The fallout from internet “aggregator” and joke thief The Fat Jew, also known as Josh Ostrovsky, has been glorious. Just a few days ago, Ostrovsky was sitting at the top of the world, with a Comedy Central pilot in the works. But it was only after he was signed on to Hollywood talent company CAA that people finally reached their breaking point, and many fans, joke theft victims, and comedians (most notably Patton Oswalt) began railing against Ostrovsky, pouring gasoline on a potentially career-ending backlash which quickly caused Comedy Central to drop him.
But now Ostrovsky is speaking out. In an exclusive interview with Vulture, the man known as The Fat Jew says he’s really sorry for stealing all of those jokes. But is he, really? Here are some of the delightfully insane and delusional quotes we mined.

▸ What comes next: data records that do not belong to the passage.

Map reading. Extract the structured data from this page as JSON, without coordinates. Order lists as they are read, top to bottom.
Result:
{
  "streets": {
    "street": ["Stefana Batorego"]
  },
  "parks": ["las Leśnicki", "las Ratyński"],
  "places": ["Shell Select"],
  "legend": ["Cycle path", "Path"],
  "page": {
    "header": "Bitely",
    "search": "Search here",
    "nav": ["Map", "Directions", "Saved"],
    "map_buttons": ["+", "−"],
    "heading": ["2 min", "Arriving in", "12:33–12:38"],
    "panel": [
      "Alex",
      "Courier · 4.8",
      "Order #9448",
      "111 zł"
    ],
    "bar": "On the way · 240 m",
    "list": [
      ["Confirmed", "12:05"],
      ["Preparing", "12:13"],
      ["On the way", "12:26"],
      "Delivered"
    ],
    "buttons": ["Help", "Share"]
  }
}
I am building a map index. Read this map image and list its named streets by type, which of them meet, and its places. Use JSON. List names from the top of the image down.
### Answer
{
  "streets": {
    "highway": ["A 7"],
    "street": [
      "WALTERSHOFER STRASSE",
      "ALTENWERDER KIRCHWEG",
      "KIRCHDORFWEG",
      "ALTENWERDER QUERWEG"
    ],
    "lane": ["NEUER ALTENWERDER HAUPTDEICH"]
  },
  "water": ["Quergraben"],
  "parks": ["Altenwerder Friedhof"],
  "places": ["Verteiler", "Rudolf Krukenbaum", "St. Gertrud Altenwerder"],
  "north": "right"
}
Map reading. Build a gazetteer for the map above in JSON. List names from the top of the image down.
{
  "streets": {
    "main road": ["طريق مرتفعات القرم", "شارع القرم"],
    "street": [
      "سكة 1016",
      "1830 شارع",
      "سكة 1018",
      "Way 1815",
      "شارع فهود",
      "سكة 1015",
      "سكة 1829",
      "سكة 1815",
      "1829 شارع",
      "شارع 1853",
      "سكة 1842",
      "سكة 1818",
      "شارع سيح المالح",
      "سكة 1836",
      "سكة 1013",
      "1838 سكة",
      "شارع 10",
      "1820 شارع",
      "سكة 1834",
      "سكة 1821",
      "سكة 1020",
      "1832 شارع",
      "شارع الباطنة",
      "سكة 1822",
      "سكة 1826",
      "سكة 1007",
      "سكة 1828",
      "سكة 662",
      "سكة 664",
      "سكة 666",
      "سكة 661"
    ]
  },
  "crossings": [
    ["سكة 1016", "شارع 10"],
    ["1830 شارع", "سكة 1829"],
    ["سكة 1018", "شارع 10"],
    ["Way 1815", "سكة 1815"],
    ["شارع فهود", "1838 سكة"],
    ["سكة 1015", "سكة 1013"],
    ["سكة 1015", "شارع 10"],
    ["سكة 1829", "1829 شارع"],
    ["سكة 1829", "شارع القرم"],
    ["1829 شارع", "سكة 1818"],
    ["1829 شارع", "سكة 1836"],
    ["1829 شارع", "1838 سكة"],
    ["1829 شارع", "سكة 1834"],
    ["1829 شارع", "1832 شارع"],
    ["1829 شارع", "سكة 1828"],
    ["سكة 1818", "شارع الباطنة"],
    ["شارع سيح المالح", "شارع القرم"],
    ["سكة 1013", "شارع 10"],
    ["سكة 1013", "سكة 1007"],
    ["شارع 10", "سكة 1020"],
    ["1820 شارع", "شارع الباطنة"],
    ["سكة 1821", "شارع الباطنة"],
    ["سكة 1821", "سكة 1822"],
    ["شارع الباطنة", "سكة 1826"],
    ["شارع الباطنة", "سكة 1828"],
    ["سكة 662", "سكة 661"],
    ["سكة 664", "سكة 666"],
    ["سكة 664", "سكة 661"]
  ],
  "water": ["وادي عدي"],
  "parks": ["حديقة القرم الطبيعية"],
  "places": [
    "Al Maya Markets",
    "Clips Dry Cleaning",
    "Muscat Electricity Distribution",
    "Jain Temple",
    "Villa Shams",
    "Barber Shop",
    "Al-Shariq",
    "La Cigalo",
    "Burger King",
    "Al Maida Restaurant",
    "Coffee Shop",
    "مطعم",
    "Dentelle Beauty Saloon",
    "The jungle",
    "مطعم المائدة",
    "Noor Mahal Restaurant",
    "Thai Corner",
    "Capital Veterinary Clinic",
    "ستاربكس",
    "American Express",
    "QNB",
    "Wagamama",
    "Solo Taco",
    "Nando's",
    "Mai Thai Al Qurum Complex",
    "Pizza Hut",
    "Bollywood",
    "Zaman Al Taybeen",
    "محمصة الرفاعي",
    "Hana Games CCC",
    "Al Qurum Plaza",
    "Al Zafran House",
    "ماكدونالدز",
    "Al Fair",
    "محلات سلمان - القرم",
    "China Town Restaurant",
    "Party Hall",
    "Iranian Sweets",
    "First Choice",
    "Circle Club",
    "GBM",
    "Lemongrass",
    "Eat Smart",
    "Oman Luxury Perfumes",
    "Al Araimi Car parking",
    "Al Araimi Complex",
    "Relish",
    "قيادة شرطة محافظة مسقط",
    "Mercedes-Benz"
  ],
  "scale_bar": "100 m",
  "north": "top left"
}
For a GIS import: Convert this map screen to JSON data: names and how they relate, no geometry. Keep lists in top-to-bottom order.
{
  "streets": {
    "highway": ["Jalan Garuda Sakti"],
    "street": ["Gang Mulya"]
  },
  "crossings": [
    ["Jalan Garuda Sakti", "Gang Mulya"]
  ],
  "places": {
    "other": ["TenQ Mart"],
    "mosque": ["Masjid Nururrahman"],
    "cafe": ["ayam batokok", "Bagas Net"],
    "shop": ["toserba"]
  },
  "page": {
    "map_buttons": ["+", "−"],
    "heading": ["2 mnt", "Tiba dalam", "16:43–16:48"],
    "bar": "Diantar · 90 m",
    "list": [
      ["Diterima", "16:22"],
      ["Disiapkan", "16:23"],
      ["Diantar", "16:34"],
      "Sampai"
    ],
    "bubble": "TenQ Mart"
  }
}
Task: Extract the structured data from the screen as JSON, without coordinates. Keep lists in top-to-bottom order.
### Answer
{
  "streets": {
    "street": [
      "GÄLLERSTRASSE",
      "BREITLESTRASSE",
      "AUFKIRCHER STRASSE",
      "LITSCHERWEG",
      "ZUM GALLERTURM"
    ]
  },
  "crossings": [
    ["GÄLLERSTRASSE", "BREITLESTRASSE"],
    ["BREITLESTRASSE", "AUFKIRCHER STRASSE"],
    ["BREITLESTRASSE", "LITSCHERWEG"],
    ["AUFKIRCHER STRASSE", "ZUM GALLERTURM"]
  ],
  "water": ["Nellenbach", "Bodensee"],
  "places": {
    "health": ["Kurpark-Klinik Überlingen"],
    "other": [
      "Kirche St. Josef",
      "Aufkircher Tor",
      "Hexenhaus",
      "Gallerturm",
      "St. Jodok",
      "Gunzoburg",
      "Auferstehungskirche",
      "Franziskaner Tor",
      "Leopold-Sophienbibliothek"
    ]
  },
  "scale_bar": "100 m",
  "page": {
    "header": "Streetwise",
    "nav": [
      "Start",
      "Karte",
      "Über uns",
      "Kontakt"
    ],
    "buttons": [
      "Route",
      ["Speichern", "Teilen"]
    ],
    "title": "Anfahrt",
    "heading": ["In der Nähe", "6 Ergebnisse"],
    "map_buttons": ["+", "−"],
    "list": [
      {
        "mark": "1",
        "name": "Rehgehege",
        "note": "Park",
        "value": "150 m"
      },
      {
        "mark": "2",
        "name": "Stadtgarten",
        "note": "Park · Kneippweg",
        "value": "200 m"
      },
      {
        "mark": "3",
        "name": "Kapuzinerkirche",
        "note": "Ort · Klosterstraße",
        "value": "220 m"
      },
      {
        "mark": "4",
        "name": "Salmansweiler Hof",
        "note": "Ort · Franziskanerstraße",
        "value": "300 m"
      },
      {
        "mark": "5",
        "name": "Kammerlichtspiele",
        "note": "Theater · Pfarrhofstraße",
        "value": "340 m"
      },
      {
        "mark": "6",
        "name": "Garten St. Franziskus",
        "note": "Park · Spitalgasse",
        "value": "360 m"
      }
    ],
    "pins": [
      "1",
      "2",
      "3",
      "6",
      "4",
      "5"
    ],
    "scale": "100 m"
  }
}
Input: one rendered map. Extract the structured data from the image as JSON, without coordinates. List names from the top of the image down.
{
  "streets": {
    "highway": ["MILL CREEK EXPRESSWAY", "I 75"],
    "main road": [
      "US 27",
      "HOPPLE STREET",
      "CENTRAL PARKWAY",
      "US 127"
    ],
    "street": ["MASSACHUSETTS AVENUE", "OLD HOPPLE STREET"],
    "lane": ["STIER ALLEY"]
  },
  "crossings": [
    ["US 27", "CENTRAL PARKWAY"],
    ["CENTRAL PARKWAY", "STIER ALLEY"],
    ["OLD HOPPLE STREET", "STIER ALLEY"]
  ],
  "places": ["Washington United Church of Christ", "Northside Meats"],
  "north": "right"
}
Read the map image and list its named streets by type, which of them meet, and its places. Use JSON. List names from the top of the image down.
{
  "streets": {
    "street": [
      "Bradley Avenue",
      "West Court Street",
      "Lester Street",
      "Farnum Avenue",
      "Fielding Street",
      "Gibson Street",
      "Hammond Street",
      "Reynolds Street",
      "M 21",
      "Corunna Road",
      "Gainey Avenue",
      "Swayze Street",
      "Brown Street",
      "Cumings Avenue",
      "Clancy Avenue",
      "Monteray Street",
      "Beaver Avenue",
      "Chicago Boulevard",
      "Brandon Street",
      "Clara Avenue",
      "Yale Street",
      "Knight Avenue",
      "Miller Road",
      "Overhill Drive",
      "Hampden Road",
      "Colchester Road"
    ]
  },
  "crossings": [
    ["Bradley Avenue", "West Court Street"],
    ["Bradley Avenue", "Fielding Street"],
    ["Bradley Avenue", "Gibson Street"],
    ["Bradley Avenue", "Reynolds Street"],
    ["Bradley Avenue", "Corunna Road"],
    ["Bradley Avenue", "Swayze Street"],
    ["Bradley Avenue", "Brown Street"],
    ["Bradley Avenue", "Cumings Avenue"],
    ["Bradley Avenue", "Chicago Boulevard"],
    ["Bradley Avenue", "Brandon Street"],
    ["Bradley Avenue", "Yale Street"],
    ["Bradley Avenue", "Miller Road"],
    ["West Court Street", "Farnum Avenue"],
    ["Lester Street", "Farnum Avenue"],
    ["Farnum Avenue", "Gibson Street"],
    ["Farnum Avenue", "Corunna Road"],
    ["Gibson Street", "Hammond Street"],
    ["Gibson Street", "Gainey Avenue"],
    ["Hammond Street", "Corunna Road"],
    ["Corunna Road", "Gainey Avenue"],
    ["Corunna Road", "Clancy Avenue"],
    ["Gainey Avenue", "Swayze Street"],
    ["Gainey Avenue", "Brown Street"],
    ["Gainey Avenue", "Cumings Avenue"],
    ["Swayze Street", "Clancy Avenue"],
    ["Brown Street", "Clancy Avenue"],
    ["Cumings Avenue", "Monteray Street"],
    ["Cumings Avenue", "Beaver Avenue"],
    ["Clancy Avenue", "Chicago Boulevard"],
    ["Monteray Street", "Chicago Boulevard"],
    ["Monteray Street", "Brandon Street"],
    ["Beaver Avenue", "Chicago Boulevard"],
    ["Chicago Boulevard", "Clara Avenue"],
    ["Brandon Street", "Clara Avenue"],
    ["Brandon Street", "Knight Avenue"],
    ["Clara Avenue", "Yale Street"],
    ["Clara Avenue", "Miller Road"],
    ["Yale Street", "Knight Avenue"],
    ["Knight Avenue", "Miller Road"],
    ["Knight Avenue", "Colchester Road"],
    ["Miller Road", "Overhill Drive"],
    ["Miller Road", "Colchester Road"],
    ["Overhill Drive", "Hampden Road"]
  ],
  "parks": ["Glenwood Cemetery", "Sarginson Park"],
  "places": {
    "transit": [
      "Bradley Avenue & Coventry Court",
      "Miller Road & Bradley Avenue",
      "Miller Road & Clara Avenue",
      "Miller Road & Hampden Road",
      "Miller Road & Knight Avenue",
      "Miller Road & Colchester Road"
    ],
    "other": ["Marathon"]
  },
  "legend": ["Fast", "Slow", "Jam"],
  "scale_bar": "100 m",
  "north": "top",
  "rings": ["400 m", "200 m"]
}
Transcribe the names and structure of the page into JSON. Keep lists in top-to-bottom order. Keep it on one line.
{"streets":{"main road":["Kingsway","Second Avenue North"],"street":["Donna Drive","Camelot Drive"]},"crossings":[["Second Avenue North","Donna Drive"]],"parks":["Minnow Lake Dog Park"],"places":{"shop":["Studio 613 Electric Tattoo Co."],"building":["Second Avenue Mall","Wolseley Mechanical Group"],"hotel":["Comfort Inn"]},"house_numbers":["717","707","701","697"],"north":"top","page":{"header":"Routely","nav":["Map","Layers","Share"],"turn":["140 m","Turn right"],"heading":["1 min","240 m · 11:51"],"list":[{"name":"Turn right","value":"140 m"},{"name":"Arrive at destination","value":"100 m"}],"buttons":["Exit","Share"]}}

Why he now realizes the error of his ways:
At the end of the day, I get it: I should have been providing attribution for all posts. It’s always been important to me. The internet is a vast ocean of stuff, and sometimes it’s hard to find the original source of something. I now realize that if I couldn’t find a source for something, I probably shouldn’t have posted it in the first place.
(It’s worth noting that a lot of the stuff The Fat Jew posts are literally screencapped tweets with the author’s handle cropped out.)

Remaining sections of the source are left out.